The neighbors across the street are repainting their house green. Two paint-jobs ago it used to be yellow. When it was yellow a different family lived there. The boy there was a year younger than me and I can tell you even more about the time we spent building tree forts in his backyard or mine. But his family moved about six years ago and we stopped hearing from them a while back. Christmas cards—that’s it. Then the house was painted white and a new family with two horrible, demonic, destructive monsters little children moved in. Down the street another family moved in with two young daughters and I watched throughout my middle and high school careers as they took over the neighborhood, roaming the same streets in their Barbie Jeeps that my friends and I had once ruled with our bicycles and Razor scooters.

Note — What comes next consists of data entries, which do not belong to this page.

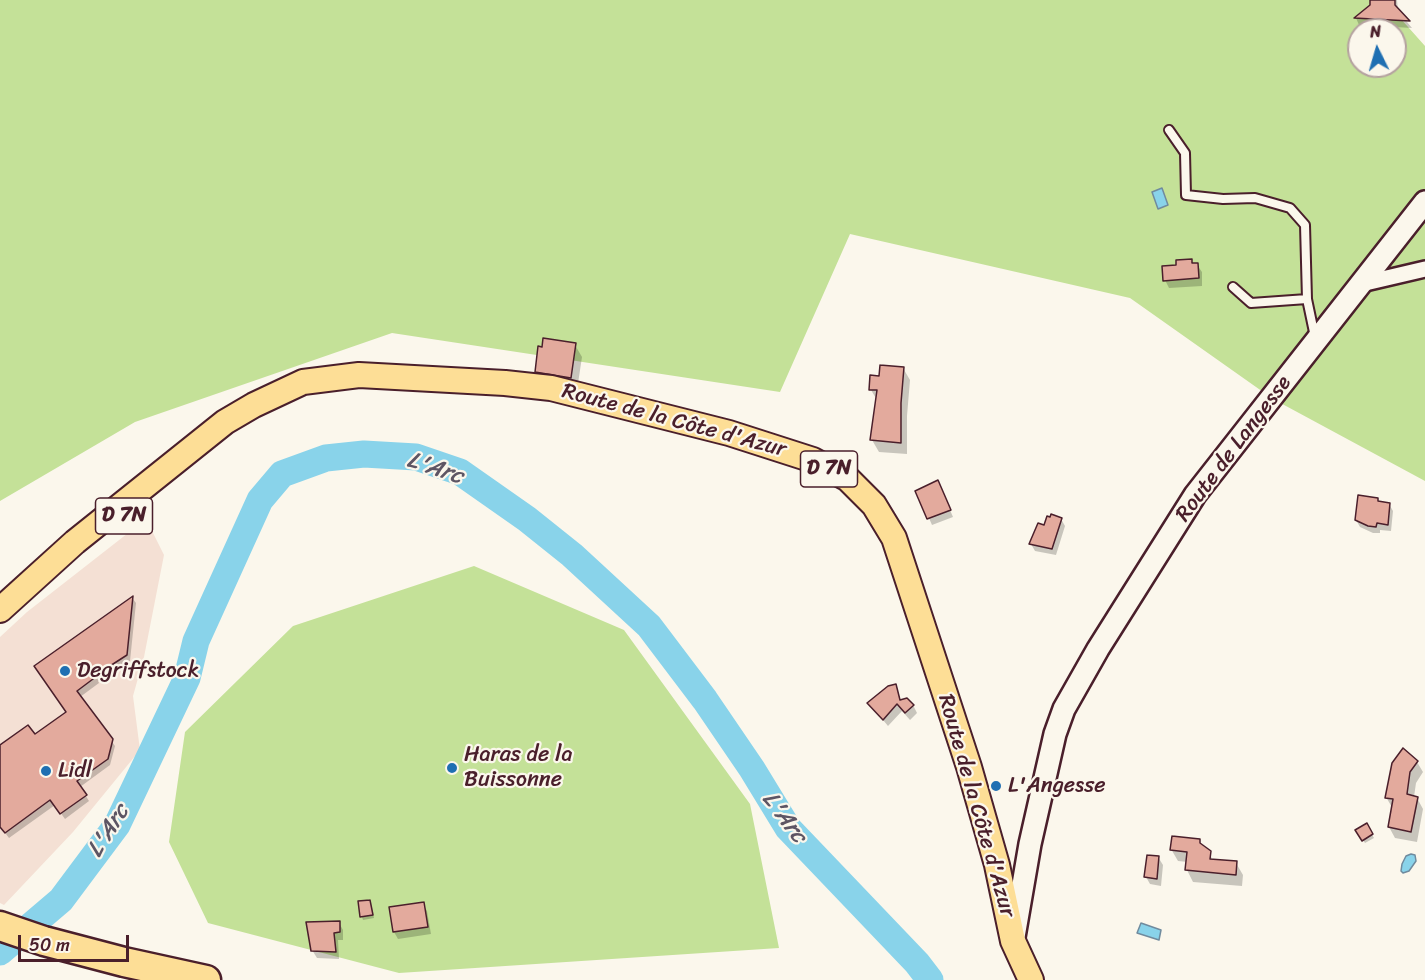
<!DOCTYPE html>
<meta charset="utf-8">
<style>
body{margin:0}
#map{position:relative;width:1425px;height:980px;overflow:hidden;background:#fbf7ec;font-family:Sriracha,sans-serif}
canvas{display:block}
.north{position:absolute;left:1347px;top:18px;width:60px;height:60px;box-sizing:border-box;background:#fbf7ec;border:2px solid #b4a19f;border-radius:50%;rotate:355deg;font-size:16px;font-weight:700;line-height:24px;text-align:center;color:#4a1f2b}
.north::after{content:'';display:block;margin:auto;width:21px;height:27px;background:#1f6fb2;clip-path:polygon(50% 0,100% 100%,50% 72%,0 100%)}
.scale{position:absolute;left:18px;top:935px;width:111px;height:27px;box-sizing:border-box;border:3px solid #4a1f2b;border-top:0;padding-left:8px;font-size:18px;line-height:21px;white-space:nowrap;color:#4a1f2b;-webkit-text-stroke:4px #fbf7ec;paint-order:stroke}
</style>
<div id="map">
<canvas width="1425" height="980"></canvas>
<div class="north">N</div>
<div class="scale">50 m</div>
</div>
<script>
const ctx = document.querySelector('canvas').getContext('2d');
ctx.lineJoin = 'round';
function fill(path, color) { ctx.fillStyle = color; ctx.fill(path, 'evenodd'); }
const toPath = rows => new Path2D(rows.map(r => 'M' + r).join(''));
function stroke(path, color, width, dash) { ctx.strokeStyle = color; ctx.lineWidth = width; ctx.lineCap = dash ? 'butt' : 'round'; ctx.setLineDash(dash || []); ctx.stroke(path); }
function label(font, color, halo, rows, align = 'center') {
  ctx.font = font + ' Sriracha,sans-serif'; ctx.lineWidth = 4.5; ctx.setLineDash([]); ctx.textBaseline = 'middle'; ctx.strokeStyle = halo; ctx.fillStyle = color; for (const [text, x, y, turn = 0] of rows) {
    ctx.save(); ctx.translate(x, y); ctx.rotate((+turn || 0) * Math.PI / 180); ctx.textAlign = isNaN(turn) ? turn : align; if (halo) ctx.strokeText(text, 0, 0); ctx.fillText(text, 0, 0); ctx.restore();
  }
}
fill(toPath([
 [146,519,164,555,144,657,133,696,140,750,73,832,4,905,0,903,0,637,27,612]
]), '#f4e0d4');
fill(toPath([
 [0,0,1384,0,1425,46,1425,481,1273,399,1130,298,850,234,780,392,392,333,135,422,0,501],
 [1359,30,1395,30,1395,66,1359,66],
 [474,566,624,630,750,804,779,948,399,973,208,923,169,842,185,732,293,626]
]), '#c4e198');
const water = toPath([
 [1162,188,1168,205,1158,209,1152,192,1162,188],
 [1411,854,1415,855,1416,861,1409,871,1403,873,1401,871,1402,864,1406,856,1411,854],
 [1141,923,1161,930,1159,940,1137,933,1141,923]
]);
fill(water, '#89d3ea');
stroke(water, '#708b9e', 1.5);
fill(toPath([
 [1371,0,1397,0,1398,11,1412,28,1359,25,1356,18,1371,5],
 [1191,260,1194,265,1197,265,1202,272,1202,286,1169,288,1165,280,1178,266],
 [575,345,582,357,577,390,543,384,536,372],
 [903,368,910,380,907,416,907,454,879,452,872,440,877,400,871,390,881,377],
 [941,489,953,517,932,525,917,491],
 [1377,499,1379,503,1389,504,1393,511,1391,531,1380,530,1380,533,1373,533,1360,527,1356,520],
 [1061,519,1065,526,1056,555,1035,551,1031,544],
 [133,599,136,603,130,661,98,681,99,683,80,697,115,746,110,765,80,787,89,801,65,819,55,805,9,838,0,826,0,747,34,736,68,713,39,672],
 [895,686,901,701,913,705,917,713,910,720,902,711,888,726,869,703],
 [1417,762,1423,772,1416,783,1414,797,1417,798,1423,809,1417,842,1395,838,1389,827,1393,809,1386,797],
 [1366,825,1374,838,1365,843,1357,831],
 [1199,841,1214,861,1236,863,1243,875,1242,886,1193,882,1187,870,1188,862,1178,861,1171,849],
 [1158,857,1163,865,1161,886,1150,884,1146,877],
 [423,904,427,911,431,934,398,939,394,932],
 [371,905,374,918,363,920,362,917],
 [339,923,343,930,343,940,338,940,339,959,317,958,312,950]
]), '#0003');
stroke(toPath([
 [0,952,61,900,117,825,187,678,196,641,260,500,282,474,326,458,364,454,416,457,460,472,527,519,572,555,649,626,705,700,752,769,788,828,917,963,930,980]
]), '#89d3ea', 27);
const building = toPath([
 [1370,0,1395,0,1395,5,1410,21,1354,18,1370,5,1370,0],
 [1192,259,1192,263,1198,263,1199,278,1163,281,1162,266,1176,265,1176,260,1192,259],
 [543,338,576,343,571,378,535,372,538,346,542,347,543,338],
 [880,365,904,367,901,403,901,443,870,440,877,390,869,390,870,375,879,376,880,365],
 [938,480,951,510,927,519,915,491,938,480],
 [1358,495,1378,498,1378,501,1390,503,1388,525,1377,523,1376,527,1368,526,1355,520,1358,495],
 [1051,514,1062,518,1052,549,1029,544,1038,523,1044,525,1047,516,1050,517,1051,514],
 [133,596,127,655,96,675,97,676,77,691,113,739,108,759,77,781,87,795,60,814,50,800,5,833,0,827,0,745,28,725,35,734,66,712,34,666,133,596],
 [896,684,900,700,907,698,914,705,905,713,897,704,883,720,867,703,888,686,896,684],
 [1403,748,1418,761,1410,772,1407,794,1418,797,1411,832,1388,827,1393,799,1385,798,1392,763,1403,748],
 [1367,823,1373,834,1362,841,1355,830,1367,823],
 [1172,836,1200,839,1200,843,1211,851,1210,859,1237,861,1236,875,1185,870,1187,852,1170,850,1172,836],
 [1147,855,1159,856,1157,879,1144,877,1147,855],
 [370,900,373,915,360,917,358,901,370,900],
 [424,902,428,927,393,932,389,907,424,902],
 [340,921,340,932,334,933,336,952,311,951,306,922,340,921]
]);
fill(building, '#e3aa9d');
stroke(building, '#4a1f2b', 1.5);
const lane = toPath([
 [1169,130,1185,153,1186,195,1223,199,1255,198,1290,208,1305,225,1307,299],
 [1233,287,1251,303,1307,299,1315,337]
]);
const street = toPath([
 [1361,284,1425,269]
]);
const secondary = toPath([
 [1014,937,1030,844,1055,734,1064,709,1098,649,1195,495,1425,202]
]);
const primary = toPath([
 [0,610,75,542,225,422,254,405,303,382,359,375,505,383,551,388,729,433,813,460,848,479,874,505,894,538,969,767,997,865,1013,941,1031,980]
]);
const highway = toPath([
 [0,926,44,941,124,962,206,980]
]);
stroke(lane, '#4a1f2b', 12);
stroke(street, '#4a1f2b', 20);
stroke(secondary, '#4a1f2b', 26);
stroke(primary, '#4a1f2b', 28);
stroke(highway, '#4a1f2b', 33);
stroke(lane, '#fbf7ec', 8);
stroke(street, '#fbf7ec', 15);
stroke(secondary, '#fbf7ec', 21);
stroke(primary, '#fdde96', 24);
stroke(highway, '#fdde96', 28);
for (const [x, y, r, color] of [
 [65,671,6,"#1f6fb2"],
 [452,768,6,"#1f6fb2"],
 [46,771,6,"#1f6fb2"],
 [996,786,6,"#1f6fb2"]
]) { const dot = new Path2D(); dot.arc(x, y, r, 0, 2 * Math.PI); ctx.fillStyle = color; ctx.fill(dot); stroke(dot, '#fbf7ec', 2); }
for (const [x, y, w] of [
 [829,469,57],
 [124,516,57]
]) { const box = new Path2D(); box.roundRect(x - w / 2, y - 18, w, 36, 4.5); ctx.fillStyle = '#fbf7ec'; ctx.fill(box); stroke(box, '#4a1f2b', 1.5); }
label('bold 21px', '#4a1f2b', null, [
 ["D 7N",829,469],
 ["D 7N",124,516]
]);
label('22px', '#4a1f2b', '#fbf7ec', [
 ["Route de la Côte d'Azur",674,421,15],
 ["Route de Langesse",1234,449,-53],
 ["Route de la Côte d'Azur",976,806,74]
]);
label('22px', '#4a1f2b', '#fbf7ec', [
 ["Degriffstock",77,671],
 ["Haras de la",464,755],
 ["Buissonne",464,780],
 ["Lidl",58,771],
 ["L'Angesse",1008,786]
], 'left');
label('italic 24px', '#5d5564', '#fbf7ec', [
 ["L'Arc",435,469,18],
 ["L'Arc",784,818,53],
 ["L'Arc",109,831,-58]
]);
</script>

Slowly my old neighborhood gang drifted apart. Phil moved. Michael and Maria moved. Zander stopped coming out to play. Tricia and Ali got too old. Lindsay secluded herself in her studies and books. I guess I also fell away in my own time. I don’t know when exactly we stopped playing together as one big group of rowdy neighborhood kids. I don’t know what we did the last time we were all truly together. I do know that time is funny. It feels so painfully slow when you’re travelling through your awkward years. When you just want 7th grade to be over. 8th grade. 9th grade. High school. And then it is and you don’t know where it all went. What you did with all those seconds, minutes, hours, years. Why you can’t just go back to being a kid who isn’t even bothered in the least by a scraped knee or a bad haircut.
A family with a bunch of little kids is moving into the house down the street though. I’m leaving and in my wake comes the new batch of neighborhood kids. It’s The Circle of Life: Suburban Neighborhood Edition. I wonder if I’ll even recognize this place when I come home for break. All of the elderly neighbors I grew up with are now even older. Eleanor passed away from emphysema and a young expectant couple moved into her old house, Dominic had a heart attack and his wife Rose is still around but hasn’t quite been the same since. The Madrids moved the New Mexico. When I come back, half the neighborhood won’t even know who I am. I used to run this place. What I would give to be able to stop time, even for the shortest while.